Drive instead northwards along Oaklands Lane – which in 1946 was still called Sandpit Lane – was what the Highway Code might label a Z bend; sharp left and then sharp right. Since the county council had acquired the Wellfield Nursery land the opportunity was taken to remove the double bend. Today we know where it was because opposite East Drive (at the old East Lodge of Oaklands Institute) is an unnamed road which returns to Oaklands Lane further south at the bus stop. The section of Oaklands Lane between these two points is the straightened section of road cutting across a corner of the former Wellfield Nursery field (the little stub of the field remains in the loop).
Along this old loop are two recent access roads leading to new housing.. Pasture View leads to a small estate at the former field of the Radio Listening Station; the second an even more recent estate which replaces the above mentioned Chester Nurseries. There is another more established estate called Jove Gardens created from a further small smallholdings of glasshouses. Between here and the paddock behind the former Turnpike Toll house you can see a dark grey field on the aerial photo which was developed post-war with wide semi-detached homes accessed from a service road.

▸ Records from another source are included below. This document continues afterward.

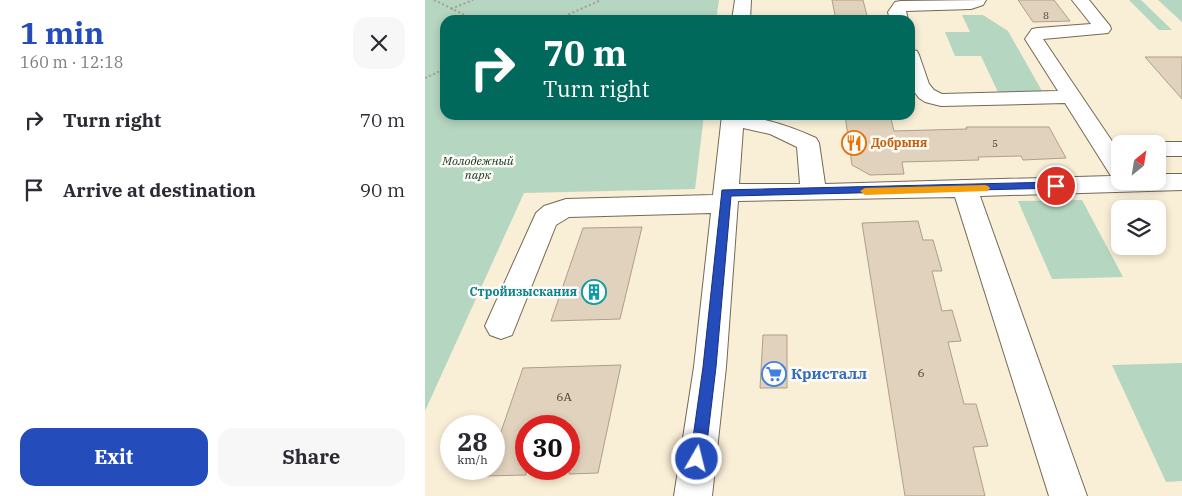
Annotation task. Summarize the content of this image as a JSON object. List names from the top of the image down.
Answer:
{
  "parks": ["Молодежный парк"],
  "places": {
    "restaurant": ["Добрыня"],
    "building": ["Стройизыскания"],
    "supermarket": ["Кристалл"]
  },
  "house_numbers": [
    "8",
    "5",
    "6",
    "6А"
  ],
  "north": "top right",
  "page": {
    "heading": ["1 min", "160 m · 12:18"],
    "turn": ["70 m", "Turn right"],
    "list": [
      {
        "name": "Turn right",
        "value": "70 m"
      },
      {
        "name": "Arrive at destination",
        "value": "90 m"
      }
    ],
    "speed": "28 km/h",
    "limit": "30",
    "buttons": ["Exit", "Share"]
  }
}
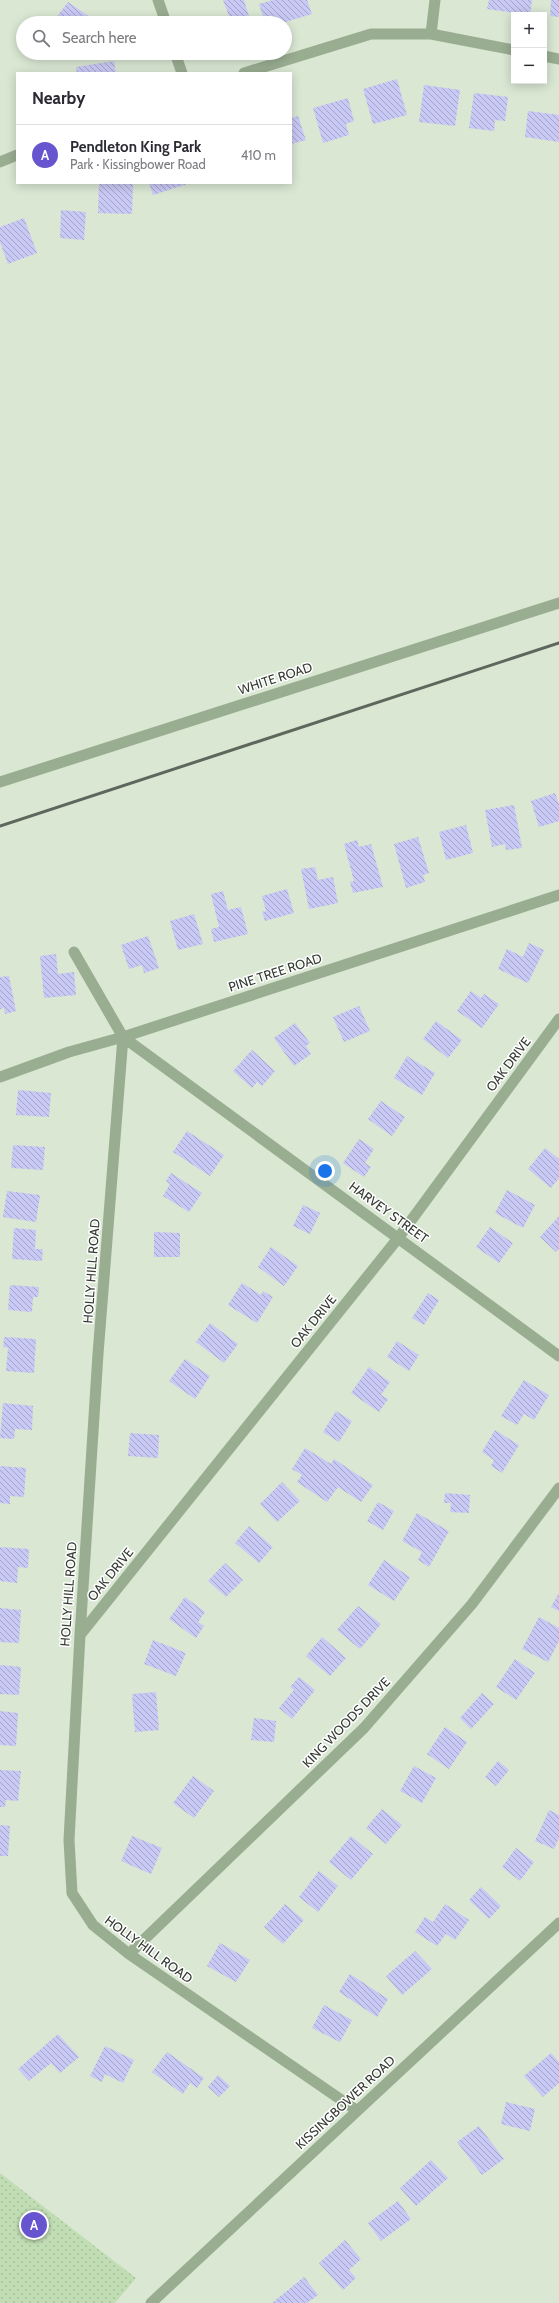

|The Radio Listening Station with its curved access drive. The family was probably out for a Sunday|
COURTESY ALISON MANN
The above mentioned Radio Listening Station was in the middle of a field to the north of the Radio Estate (Pasture View). Now demolished, the remaining concrete base can still be seen. The station was built in the late 1920s by the General Post Office (GPO) and was part of an extensive network of similar listening posts throughout the UK, particularly crucial before and during the Second World War.